» Material provided
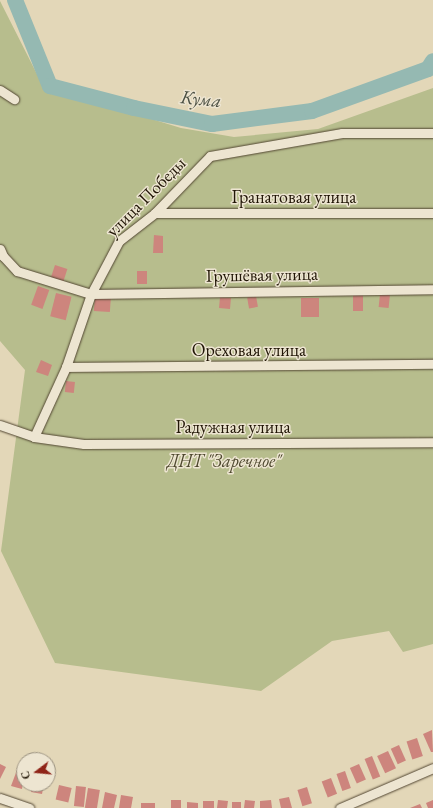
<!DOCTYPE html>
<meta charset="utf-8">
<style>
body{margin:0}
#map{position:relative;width:433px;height:808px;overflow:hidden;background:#e3d7b8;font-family:"EB Garamond",serif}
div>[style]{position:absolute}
.green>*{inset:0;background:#b7bd8d}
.river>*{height:16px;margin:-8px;padding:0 8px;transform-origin:8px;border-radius:8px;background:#95b9b2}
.building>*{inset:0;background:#cd857d;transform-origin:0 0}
.roads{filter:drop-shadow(0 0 1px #524632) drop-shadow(0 0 1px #524632)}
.minor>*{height:9px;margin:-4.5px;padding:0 4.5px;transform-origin:4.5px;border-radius:4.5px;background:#ede5d1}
span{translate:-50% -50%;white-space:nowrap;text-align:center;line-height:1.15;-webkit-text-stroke:3px #ede5d1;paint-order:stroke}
.street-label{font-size:18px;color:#211606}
.park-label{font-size:18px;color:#4e482e;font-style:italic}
.water-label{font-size:19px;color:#4a4f42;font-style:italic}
.north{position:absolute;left:16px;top:752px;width:40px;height:40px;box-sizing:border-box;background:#ede5d1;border:1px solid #9b9280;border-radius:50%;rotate:254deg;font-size:11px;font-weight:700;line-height:16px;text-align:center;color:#211606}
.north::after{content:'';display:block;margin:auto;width:14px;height:18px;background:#8f2418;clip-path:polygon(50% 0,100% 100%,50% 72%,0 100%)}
</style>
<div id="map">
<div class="green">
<i style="clip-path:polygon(0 1px,43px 86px,181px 128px,234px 137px,318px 129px,433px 88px,433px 644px,403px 652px,389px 631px,332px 641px,261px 691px,55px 663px,1px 551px,25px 370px,0 341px)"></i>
</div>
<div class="river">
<i style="left:15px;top:0;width:93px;rotate:67.9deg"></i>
<i style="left:50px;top:86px;width:87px;rotate:14.7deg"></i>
<i style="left:134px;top:108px;width:80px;rotate:11.6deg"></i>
<i style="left:212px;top:124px;width:101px;rotate:-7.4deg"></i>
<i style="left:312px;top:111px;width:123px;rotate:-19.9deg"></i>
<i style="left:428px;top:69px;width:9px;rotate:-58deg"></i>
</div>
<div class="building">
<i style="clip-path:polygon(154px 235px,163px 236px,163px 253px,153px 253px)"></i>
<i style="left:55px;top:265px;width:13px;height:13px;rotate:18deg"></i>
<i style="left:137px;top:271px;width:10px;height:13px"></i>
<i style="left:38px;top:286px;width:12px;height:20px;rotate:20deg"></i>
<i style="left:56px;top:293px;width:16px;height:24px;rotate:14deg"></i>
<i style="left:380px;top:294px;width:10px;height:13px;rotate:6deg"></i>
<i style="left:95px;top:295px;width:16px;height:16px;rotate:4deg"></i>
<i style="left:353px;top:295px;width:10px;height:16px"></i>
<i style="left:256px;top:296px;width:11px;height:9px;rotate:80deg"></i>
<i style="left:220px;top:297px;width:11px;height:11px;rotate:5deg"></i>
<i style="left:301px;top:298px;width:18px;height:19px"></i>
<i style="clip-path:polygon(41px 360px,52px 365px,48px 376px,36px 372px)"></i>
<i style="left:66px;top:381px;width:9px;height:11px;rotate:6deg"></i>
<i style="clip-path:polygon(432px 730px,433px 752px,431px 752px,423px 734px)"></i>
<i style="left:417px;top:738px;width:19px;height:11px;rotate:72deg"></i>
<i style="left:399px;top:745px;width:17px;height:9px;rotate:66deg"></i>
<i style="left:388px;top:751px;width:19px;height:12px;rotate:65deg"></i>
<i style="left:372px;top:756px;width:22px;height:8px;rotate:68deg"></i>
<i style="clip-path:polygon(0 764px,6px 767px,0 779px)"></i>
<i style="left:359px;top:764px;width:17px;height:10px;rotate:66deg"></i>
<i style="clip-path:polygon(17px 770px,24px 772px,22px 789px,11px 786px)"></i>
<i style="left:345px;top:771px;width:18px;height:9px;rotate:71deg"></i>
<i style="left:331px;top:778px;width:17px;height:10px;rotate:69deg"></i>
<i style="clip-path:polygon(32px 784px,44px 784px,42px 794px,31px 792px)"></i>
<i style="left:59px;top:785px;width:13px;height:15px;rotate:13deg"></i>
<i style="left:76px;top:786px;width:10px;height:20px;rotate:6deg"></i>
<i style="left:307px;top:787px;width:17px;height:10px;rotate:73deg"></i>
<i style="left:88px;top:788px;width:12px;height:20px;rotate:9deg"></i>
<i style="clip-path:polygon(105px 792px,117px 795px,114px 808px,102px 808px)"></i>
<i style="clip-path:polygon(121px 795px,133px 797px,131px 808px,119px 808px)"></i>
<i style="clip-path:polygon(289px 797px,292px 808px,281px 808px,279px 799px)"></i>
<i style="left:171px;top:800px;width:10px;height:8px"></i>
<i style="clip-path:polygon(218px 800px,228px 801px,227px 808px,217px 808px)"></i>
<i style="clip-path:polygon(245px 800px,255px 801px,254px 808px,244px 808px)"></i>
<i style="clip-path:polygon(271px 800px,272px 808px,260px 808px,260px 801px)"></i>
<i style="clip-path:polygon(433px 800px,433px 808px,428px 808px,426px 803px)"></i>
<i style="left:203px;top:801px;width:11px;height:7px"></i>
<i style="clip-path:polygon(187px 802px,198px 803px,198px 808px,187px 808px)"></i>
<i style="left:232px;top:802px;width:9px;height:6px"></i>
<i style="left:141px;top:803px;width:14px;height:5px"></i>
<i style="clip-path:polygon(420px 804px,422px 808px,410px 808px)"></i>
</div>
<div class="roads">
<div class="minor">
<i style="left:0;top:90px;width:17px;rotate:33deg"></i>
<i style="left:155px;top:213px;width:278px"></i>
<i style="left:0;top:249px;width:8px;rotate:67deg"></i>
<i style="left:3px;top:256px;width:21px;rotate:47deg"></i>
<i style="left:17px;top:271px;width:77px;rotate:17.3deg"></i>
<i style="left:91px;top:294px;width:342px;rotate:-0.8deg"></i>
<i style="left:66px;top:367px;width:367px;rotate:-0.5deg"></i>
<i style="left:0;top:425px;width:36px;rotate:19deg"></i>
<i style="left:34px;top:437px;width:50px;rotate:8deg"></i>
<i style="left:84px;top:444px;width:349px;rotate:-0.3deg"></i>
<i style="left:34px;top:437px;width:77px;rotate:-65.4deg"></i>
<i style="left:66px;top:367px;width:77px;rotate:-71.1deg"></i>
<i style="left:91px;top:294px;width:60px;rotate:-62.2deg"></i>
<i style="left:119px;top:241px;width:46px;rotate:-37.9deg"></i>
<i style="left:155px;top:213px;width:79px;rotate:-46deg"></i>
<i style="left:210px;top:156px;width:134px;rotate:-9.9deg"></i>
<i style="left:342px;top:133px;width:91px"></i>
<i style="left:0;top:798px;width:31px;rotate:19deg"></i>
<i style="left:340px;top:808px;width:101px;rotate:-23.3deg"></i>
</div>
</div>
<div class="street-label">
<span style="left:146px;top:197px;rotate:-45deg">улица Победы</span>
<span style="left:294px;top:197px">Гранатовая улица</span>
<span style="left:262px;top:275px;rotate:-1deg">Грушёвая улица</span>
<span style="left:249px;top:350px">Ореховая улица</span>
<span style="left:233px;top:427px">Радужная улица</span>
</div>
<div class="park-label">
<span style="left:224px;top:461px">ДНТ "Заречное"</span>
</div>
<div class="water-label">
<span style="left:201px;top:99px;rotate:6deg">Кума</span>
</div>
<div class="north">С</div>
</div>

» Activity
Reproduce every line above containing "river".

» Result of this exercise
.river>*{height:16px;margin:-8px;padding:0 8px;transform-origin:8px;border-radius:8px;background:#95b9b2}
<div class="river">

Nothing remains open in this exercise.